§ Assignment
Keep each line of the material that includes "place", and leave out the rest.

"""

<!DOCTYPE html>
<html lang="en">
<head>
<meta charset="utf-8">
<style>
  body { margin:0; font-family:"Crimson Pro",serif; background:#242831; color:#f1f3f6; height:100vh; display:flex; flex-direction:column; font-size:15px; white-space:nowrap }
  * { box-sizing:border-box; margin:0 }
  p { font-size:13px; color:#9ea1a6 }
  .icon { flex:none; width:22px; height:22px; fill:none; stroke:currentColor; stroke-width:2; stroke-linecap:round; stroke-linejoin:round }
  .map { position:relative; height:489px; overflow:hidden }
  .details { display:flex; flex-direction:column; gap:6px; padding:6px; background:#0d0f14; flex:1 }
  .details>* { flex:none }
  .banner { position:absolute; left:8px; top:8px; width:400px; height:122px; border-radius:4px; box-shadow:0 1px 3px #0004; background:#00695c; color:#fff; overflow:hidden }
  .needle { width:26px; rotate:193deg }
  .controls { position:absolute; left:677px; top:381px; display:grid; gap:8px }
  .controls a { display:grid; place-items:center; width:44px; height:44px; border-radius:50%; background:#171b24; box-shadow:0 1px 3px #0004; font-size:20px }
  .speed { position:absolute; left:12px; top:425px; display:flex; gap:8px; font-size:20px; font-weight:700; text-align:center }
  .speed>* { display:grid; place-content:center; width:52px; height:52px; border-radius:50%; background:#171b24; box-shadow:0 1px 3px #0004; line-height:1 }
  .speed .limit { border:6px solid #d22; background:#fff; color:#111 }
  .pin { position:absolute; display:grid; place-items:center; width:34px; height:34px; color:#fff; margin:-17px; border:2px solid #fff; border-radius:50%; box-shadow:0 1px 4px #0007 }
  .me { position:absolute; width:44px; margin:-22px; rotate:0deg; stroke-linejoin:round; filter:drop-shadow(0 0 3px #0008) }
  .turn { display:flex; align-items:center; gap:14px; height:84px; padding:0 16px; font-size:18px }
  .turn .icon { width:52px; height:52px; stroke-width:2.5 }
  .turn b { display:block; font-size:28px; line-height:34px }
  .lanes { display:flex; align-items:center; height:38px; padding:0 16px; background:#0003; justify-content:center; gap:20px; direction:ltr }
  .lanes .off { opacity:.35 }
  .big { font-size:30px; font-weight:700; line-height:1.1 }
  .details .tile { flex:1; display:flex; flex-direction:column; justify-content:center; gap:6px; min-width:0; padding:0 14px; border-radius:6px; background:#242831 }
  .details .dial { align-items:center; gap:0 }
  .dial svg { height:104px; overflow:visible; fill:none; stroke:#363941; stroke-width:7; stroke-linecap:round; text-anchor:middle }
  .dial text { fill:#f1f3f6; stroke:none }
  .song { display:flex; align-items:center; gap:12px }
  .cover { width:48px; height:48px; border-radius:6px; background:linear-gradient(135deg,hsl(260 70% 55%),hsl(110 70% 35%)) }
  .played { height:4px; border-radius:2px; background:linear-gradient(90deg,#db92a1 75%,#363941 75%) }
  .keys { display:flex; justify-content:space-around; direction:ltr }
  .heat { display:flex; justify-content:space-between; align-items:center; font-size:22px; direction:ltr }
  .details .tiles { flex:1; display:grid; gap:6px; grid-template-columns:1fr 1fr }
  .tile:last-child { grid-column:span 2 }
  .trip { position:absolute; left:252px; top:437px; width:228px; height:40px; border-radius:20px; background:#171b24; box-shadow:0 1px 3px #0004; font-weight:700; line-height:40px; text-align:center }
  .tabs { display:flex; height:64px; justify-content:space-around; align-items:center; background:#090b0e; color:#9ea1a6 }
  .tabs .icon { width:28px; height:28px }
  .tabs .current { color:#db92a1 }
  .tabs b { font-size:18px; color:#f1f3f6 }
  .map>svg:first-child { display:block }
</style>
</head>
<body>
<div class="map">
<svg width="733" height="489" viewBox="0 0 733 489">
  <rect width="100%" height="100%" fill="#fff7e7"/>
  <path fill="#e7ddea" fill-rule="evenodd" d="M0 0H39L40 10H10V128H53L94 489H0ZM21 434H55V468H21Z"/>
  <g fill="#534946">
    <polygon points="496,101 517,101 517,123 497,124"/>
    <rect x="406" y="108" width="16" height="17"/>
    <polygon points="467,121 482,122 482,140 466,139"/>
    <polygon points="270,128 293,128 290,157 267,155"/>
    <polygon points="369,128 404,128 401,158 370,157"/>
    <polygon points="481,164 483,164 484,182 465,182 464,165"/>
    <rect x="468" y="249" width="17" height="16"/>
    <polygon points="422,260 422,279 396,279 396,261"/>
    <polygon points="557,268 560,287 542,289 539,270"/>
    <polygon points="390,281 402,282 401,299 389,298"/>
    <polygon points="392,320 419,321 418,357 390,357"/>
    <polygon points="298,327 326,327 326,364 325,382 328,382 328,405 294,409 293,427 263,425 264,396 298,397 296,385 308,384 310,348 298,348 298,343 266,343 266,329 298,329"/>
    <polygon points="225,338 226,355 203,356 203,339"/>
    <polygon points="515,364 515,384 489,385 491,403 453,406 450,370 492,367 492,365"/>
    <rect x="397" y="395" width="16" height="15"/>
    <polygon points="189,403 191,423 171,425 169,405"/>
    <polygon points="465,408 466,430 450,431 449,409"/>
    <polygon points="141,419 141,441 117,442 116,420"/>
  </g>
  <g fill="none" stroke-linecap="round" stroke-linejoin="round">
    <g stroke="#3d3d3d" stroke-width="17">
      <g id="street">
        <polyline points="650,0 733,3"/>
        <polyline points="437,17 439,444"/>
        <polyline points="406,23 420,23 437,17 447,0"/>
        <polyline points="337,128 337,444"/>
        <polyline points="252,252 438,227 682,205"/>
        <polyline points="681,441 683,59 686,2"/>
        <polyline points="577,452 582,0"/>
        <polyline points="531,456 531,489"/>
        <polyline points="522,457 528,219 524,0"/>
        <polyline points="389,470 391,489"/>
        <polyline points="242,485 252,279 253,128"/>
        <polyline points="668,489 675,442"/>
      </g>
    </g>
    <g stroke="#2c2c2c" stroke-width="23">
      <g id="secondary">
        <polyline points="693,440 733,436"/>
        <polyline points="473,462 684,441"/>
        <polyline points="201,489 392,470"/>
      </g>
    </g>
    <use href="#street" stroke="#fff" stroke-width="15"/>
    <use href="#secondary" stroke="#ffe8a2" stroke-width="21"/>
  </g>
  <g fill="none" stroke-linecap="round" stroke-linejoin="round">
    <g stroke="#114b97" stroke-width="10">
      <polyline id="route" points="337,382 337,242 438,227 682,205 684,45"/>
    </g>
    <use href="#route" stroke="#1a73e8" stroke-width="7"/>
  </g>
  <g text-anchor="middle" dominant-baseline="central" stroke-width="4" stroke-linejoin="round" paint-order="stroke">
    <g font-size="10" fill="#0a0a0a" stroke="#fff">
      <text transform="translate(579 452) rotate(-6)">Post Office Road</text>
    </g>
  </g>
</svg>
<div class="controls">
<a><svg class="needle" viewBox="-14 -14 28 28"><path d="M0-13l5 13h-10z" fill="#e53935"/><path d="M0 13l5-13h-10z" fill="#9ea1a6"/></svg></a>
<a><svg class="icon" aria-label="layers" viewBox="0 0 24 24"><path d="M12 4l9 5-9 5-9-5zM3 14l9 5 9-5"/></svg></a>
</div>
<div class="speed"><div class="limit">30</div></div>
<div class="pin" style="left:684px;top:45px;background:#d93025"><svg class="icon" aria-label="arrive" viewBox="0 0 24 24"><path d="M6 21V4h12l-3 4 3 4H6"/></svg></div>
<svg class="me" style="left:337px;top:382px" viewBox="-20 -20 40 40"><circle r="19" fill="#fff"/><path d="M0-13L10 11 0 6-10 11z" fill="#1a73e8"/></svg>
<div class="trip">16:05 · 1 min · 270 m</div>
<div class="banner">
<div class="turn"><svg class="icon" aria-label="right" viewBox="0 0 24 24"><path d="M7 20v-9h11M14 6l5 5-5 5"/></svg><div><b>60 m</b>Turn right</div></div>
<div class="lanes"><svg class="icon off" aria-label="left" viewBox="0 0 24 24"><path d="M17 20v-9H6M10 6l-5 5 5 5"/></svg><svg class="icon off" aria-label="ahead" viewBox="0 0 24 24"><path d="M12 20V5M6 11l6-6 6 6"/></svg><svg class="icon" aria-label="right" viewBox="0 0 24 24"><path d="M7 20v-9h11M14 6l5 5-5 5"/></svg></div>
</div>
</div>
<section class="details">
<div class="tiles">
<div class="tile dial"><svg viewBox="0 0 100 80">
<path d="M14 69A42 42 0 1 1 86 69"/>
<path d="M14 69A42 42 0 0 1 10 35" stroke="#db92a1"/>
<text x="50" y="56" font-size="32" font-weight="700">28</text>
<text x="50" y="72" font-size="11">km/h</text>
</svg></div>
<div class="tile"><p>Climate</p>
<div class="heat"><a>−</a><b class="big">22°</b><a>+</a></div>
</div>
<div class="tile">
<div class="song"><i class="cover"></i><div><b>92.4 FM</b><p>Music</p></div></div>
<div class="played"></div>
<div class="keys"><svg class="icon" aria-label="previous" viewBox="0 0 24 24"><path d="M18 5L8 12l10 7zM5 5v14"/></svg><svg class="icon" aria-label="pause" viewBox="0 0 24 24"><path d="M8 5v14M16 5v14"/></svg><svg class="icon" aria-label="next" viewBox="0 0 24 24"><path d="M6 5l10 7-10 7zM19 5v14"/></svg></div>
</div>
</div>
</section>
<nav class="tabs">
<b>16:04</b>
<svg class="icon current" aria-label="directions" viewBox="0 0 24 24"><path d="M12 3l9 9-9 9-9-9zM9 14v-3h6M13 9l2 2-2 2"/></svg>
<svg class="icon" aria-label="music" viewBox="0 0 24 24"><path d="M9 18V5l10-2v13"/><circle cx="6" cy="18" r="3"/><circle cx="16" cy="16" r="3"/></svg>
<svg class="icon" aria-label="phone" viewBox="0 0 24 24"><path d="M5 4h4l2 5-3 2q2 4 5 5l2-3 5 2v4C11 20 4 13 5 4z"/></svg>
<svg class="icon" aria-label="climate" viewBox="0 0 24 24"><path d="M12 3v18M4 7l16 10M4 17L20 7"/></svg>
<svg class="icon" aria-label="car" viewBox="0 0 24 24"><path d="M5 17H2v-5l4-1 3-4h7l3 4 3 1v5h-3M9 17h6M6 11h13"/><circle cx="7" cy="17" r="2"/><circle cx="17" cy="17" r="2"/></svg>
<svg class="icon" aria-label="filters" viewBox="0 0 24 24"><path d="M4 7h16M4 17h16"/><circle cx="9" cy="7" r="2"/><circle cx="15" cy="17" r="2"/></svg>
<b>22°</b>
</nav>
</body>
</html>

"""

§ Solved problem
  .controls a { display:grid; place-items:center; width:44px; height:44px; border-radius:50%; background:#171b24; box-shadow:0 1px 3px #0004; font-size:20px }
  .speed>* { display:grid; place-content:center; width:52px; height:52px; border-radius:50%; background:#171b24; box-shadow:0 1px 3px #0004; line-height:1 }
  .pin { position:absolute; display:grid; place-items:center; width:34px; height:34px; color:#fff; margin:-17px; border:2px solid #fff; border-radius:50%; box-shadow:0 1px 4px #0007 }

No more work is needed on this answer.